I've written a (mostly) fully-featured x86 assembler.
There are two gotchas that most people starting out probably won't realize until it's too late.
1) Encoding instructions on x86 can be more challenging than they first appear. Understanding how this works and fits together will save you a lot of headaches.
2) Forward jumps are a pain. Any reasonable assembler will provide symbolic labels for jumps and other operations. Because x86 instructions are variable length, you can't simply count up the lines to the label and multiply by some fixed amount. It doesn't work that way. Instructions can range from one byte to 15 bytes. What this means to you is that you'll need to design a multi-pass assembler. You allocate a fixed amount of space for the jump instruction and come back later to "patch" that jump instruction with the correct byte offset.
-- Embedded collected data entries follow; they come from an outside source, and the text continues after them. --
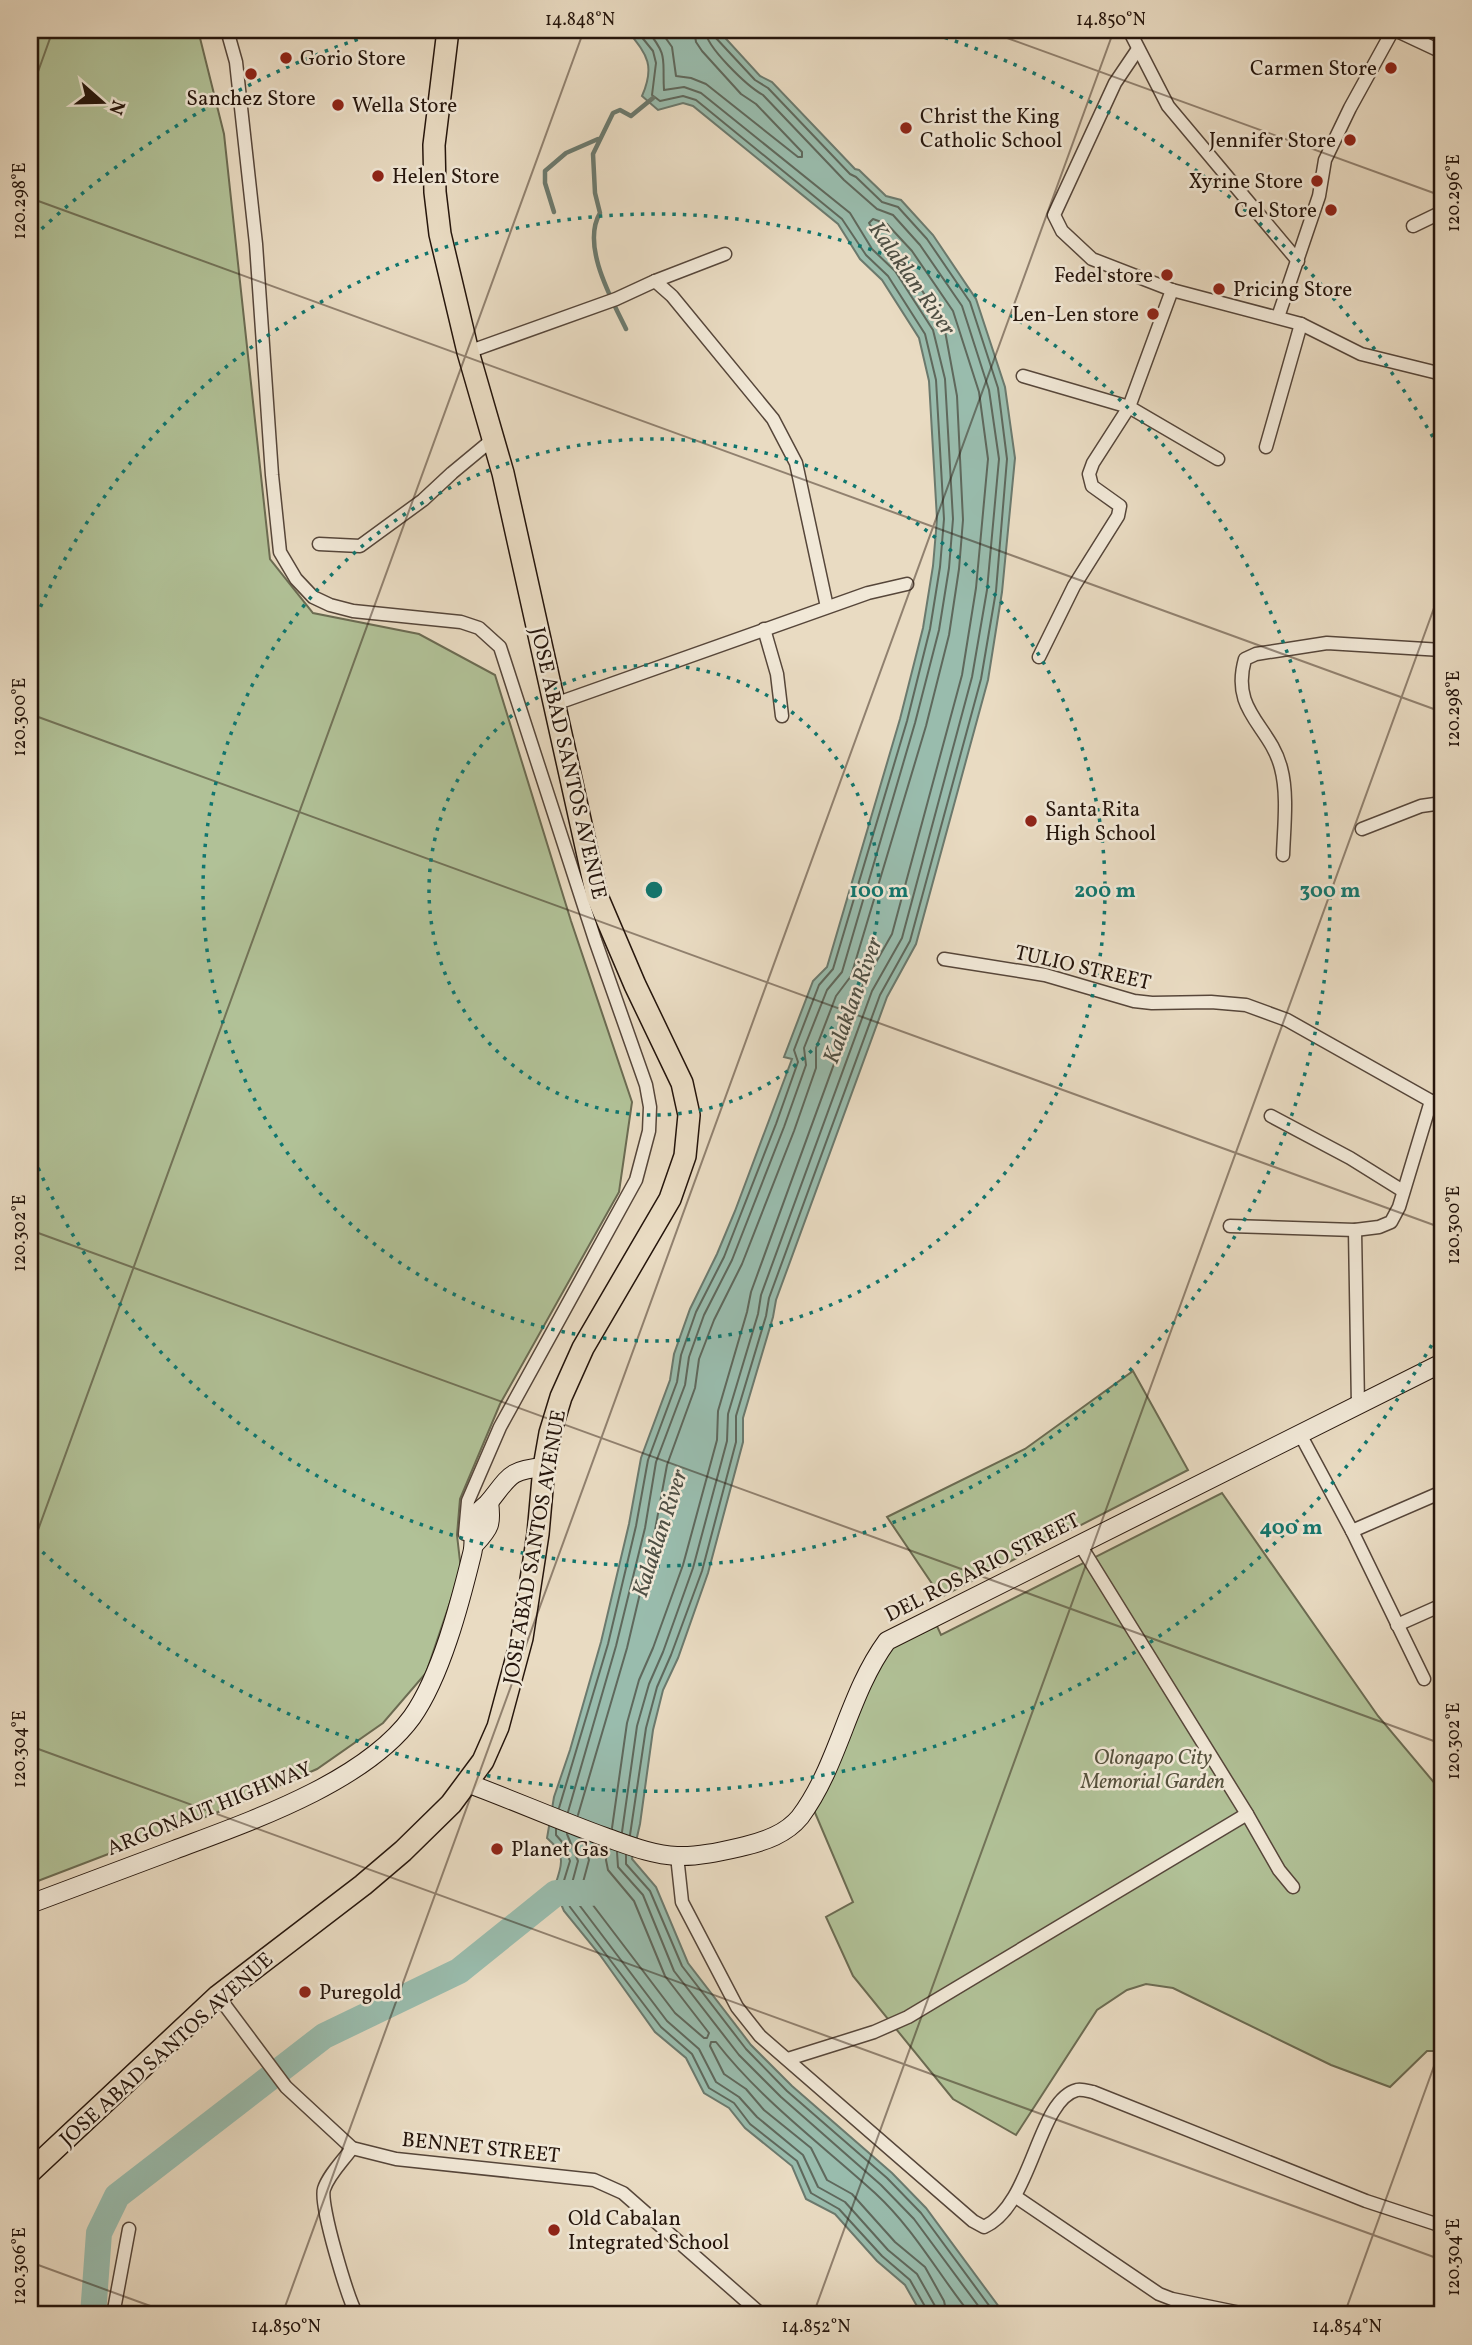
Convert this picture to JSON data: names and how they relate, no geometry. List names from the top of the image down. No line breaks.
{"streets":{"highway":["JOSE ABAD SANTOS AVENUE"],"main road":["DEL ROSARIO STREET","ARGONAUT HIGHWAY"],"street":["TULIO STREET","BENNET STREET"]},"crossings":[["JOSE ABAD SANTOS AVENUE","DEL ROSARIO STREET"],["JOSE ABAD SANTOS AVENUE","ARGONAUT HIGHWAY"],["JOSE ABAD SANTOS AVENUE","BENNET STREET"]],"water":["Kalaklan River"],"parks":["Olongapo City Memorial Garden"],"places":["Gorio Store","Carmen Store","Sanchez Store","Wella Store","Christ the King Catholic School","Jennifer Store","Helen Store","Xyrine Store","Cel Store","Fedel store","Pricing Store","Len-Len store","Santa Rita High School","Planet Gas","Puregold","Old Cabalan Integrated School"],"north":"right","coordinates":["14.848°N","14.850°N","120.296°E","120.298°E","120.300°E","120.302°E","120.304°E","120.306°E","14.852°N","14.854°N"],"rings":["100 m","200 m","300 m","400 m"]}
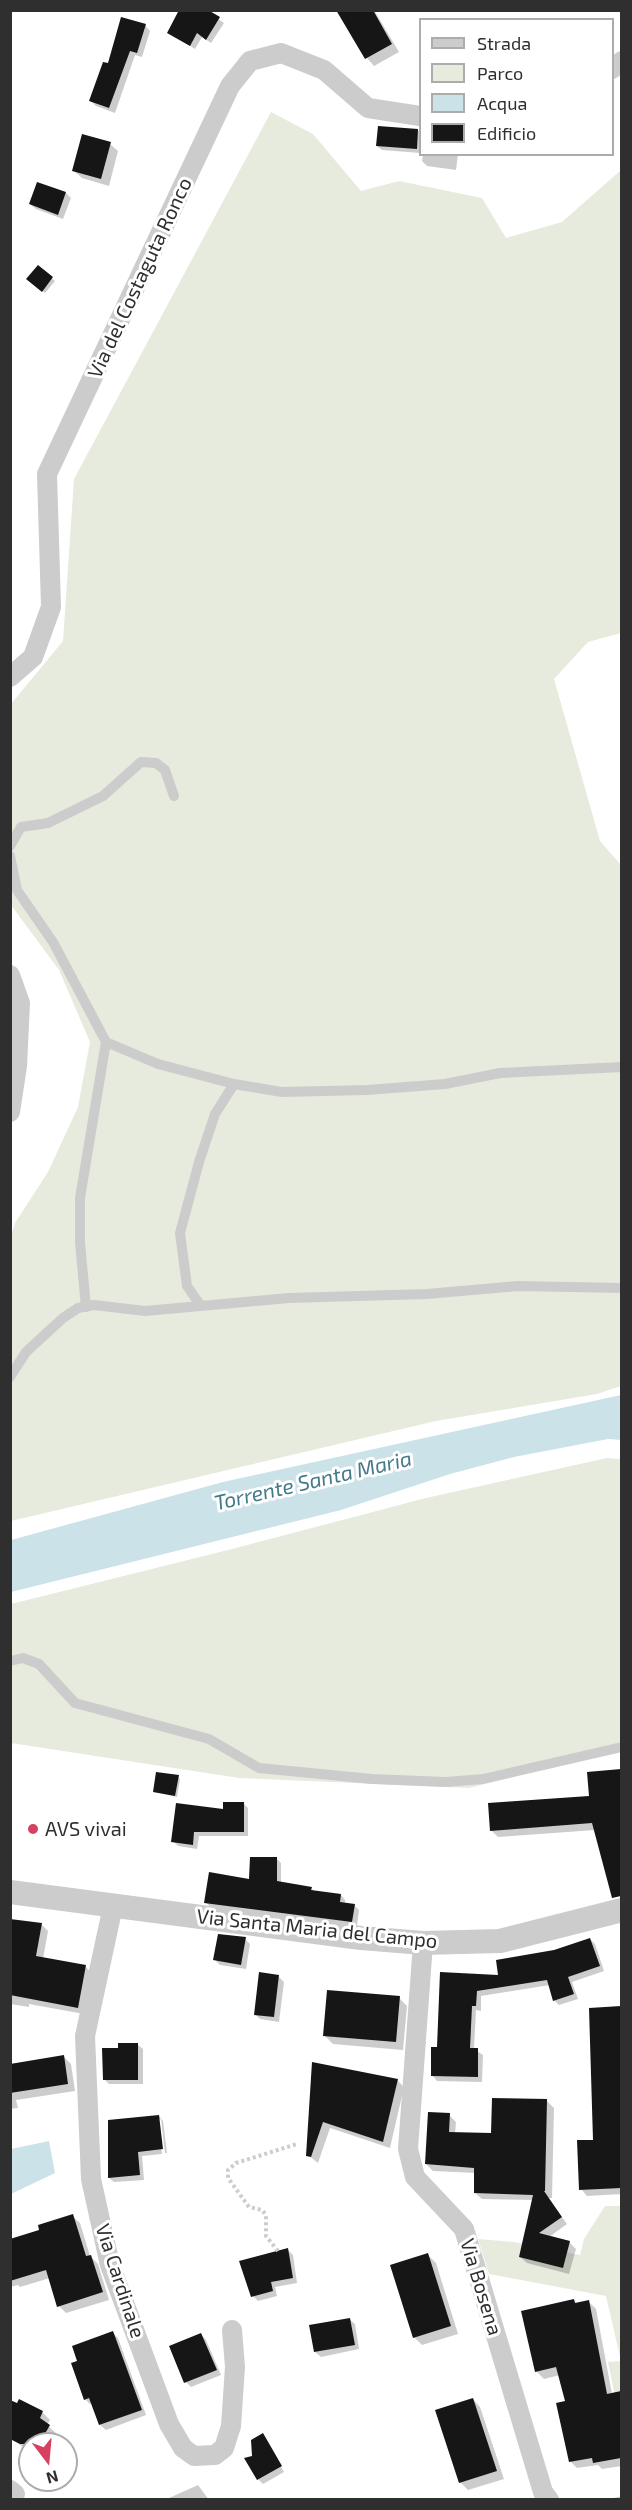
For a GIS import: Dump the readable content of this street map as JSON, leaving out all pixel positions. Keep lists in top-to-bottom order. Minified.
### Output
{"streets":{"street":["Via del Costaguta Ronco","Via Santa Maria del Campo","Via Cardinale","Via Bosena"]},"crossings":[["Via Santa Maria del Campo","Via Cardinale"],["Via Santa Maria del Campo","Via Bosena"]],"water":["Torrente Santa Maria"],"places":["AVS vivai"],"legend":["Strada","Parco","Acqua","Edificio"],"north":"bottom"}
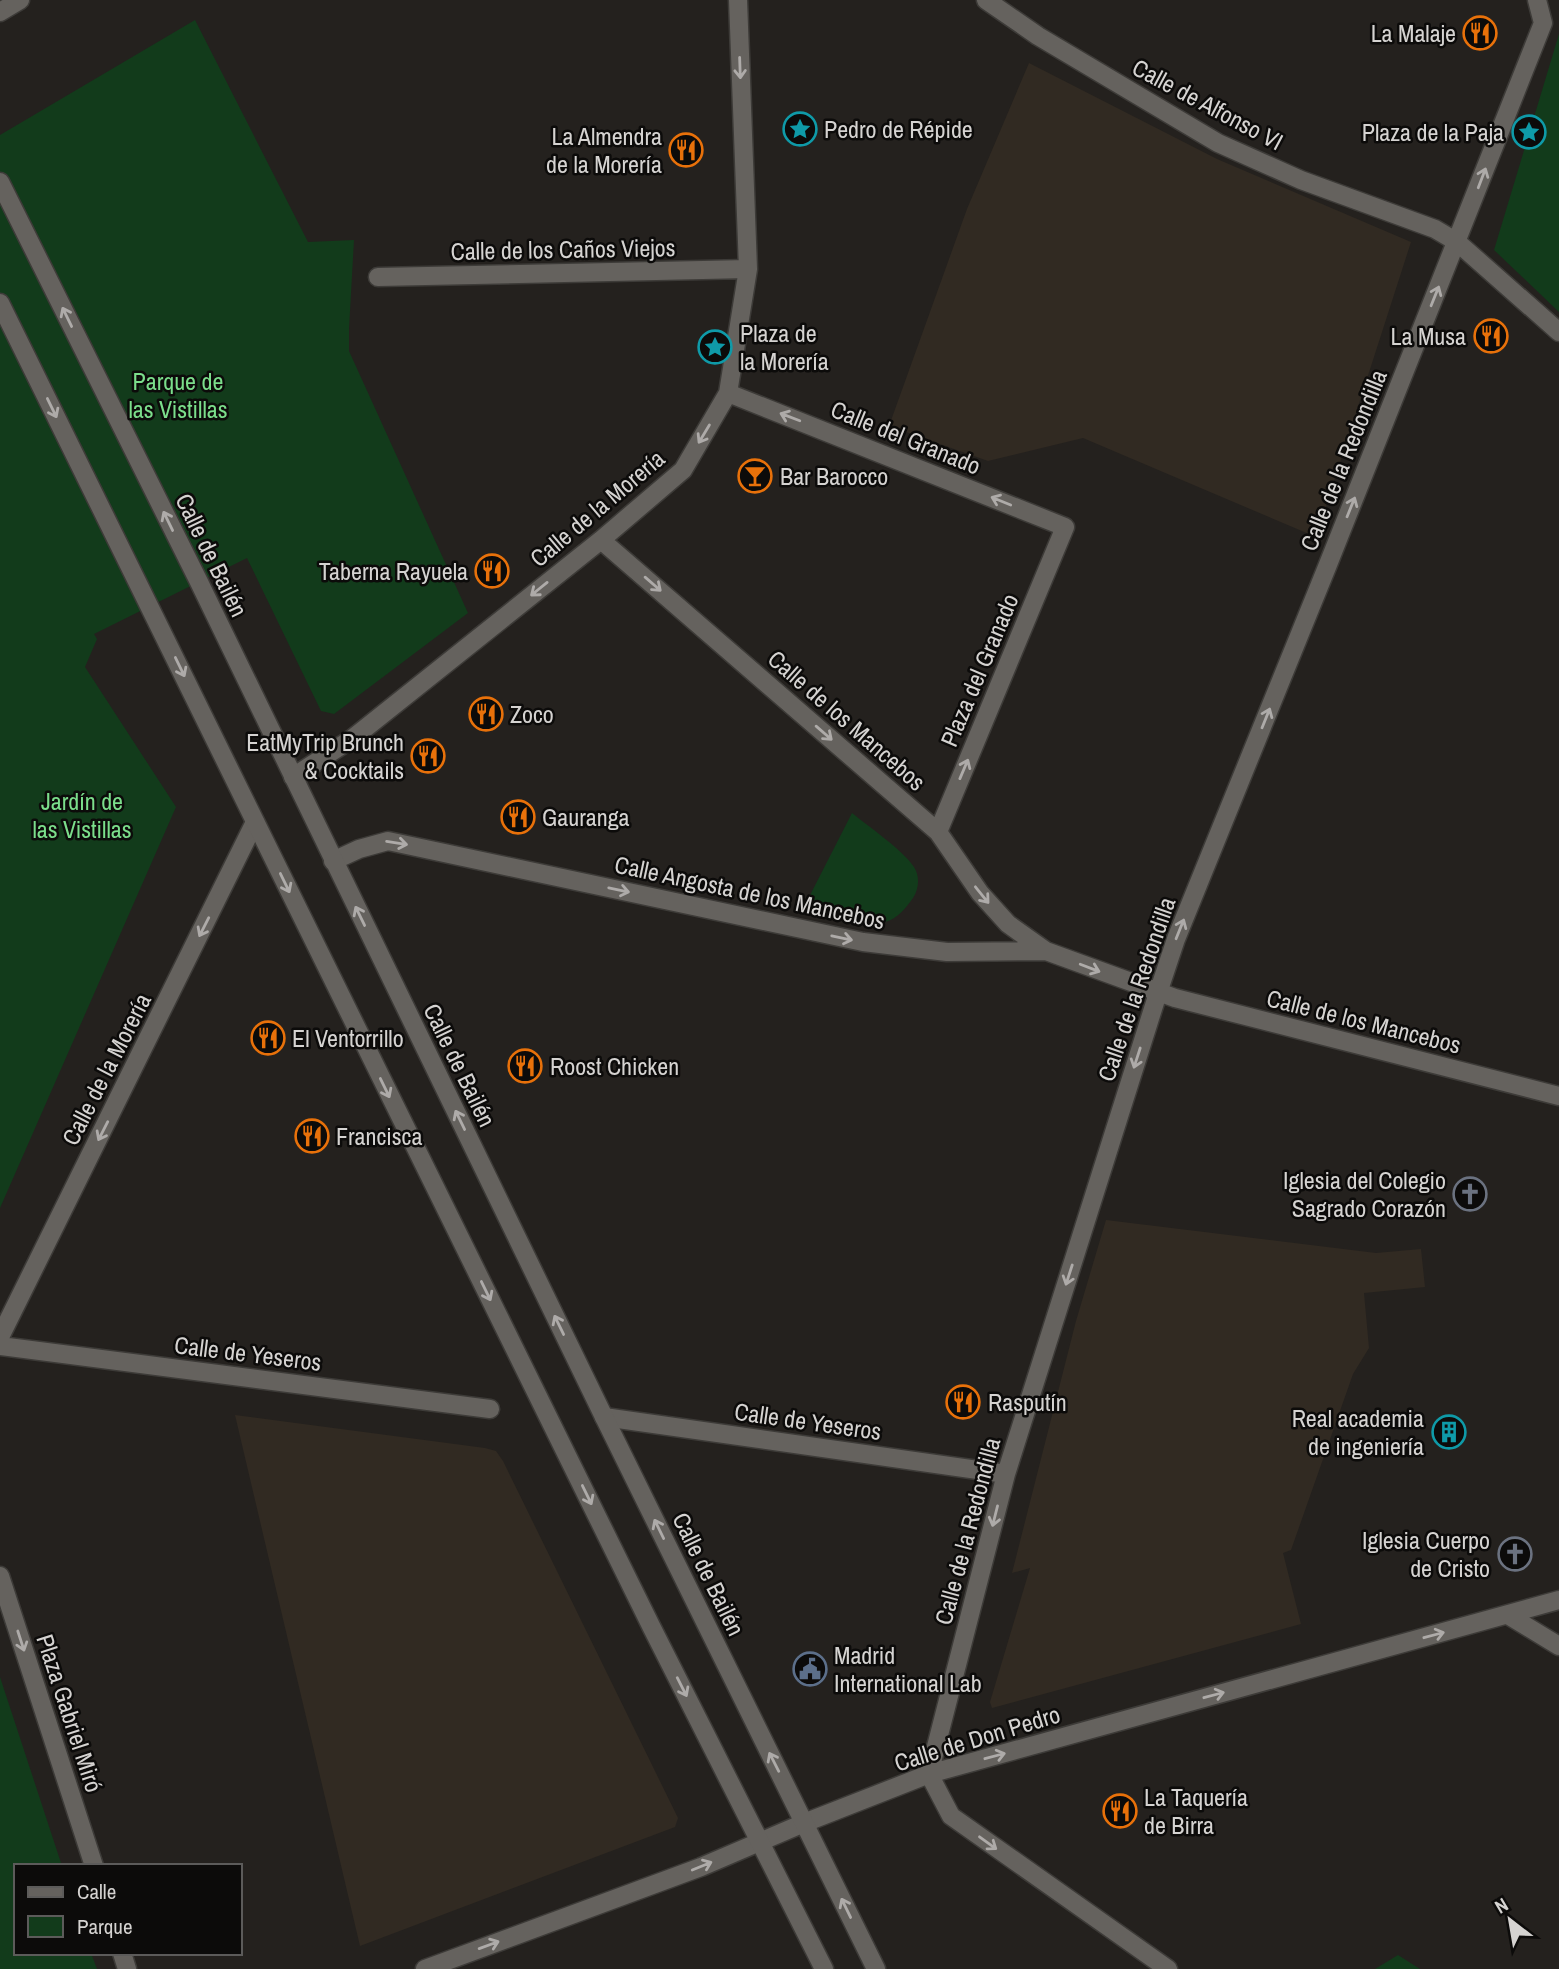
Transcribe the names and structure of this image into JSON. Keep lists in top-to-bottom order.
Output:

Labels simply become keys in a dictionary that record the byte offset into the assembled binary data.
Other things to make sure you understand: big/little endian, LSB/MSB, how two's-complement works, etc.
One surprising aspect of writing an assembler is that you learn to decode instructions by simply looking at a hex dump of the binary output. You almost feel like Neo in the Matrix, in more nerdy less awesome sort of way. You start thinking of assembler and macros as merely convenience of having to write out hex (or binary) of the instructions you want. And on top of that, you see C as convenience for having to do assembler.
You allocate a fixed amount of space for the jump instruction and come back later to "patch" that jump instruction with the correct byte offset.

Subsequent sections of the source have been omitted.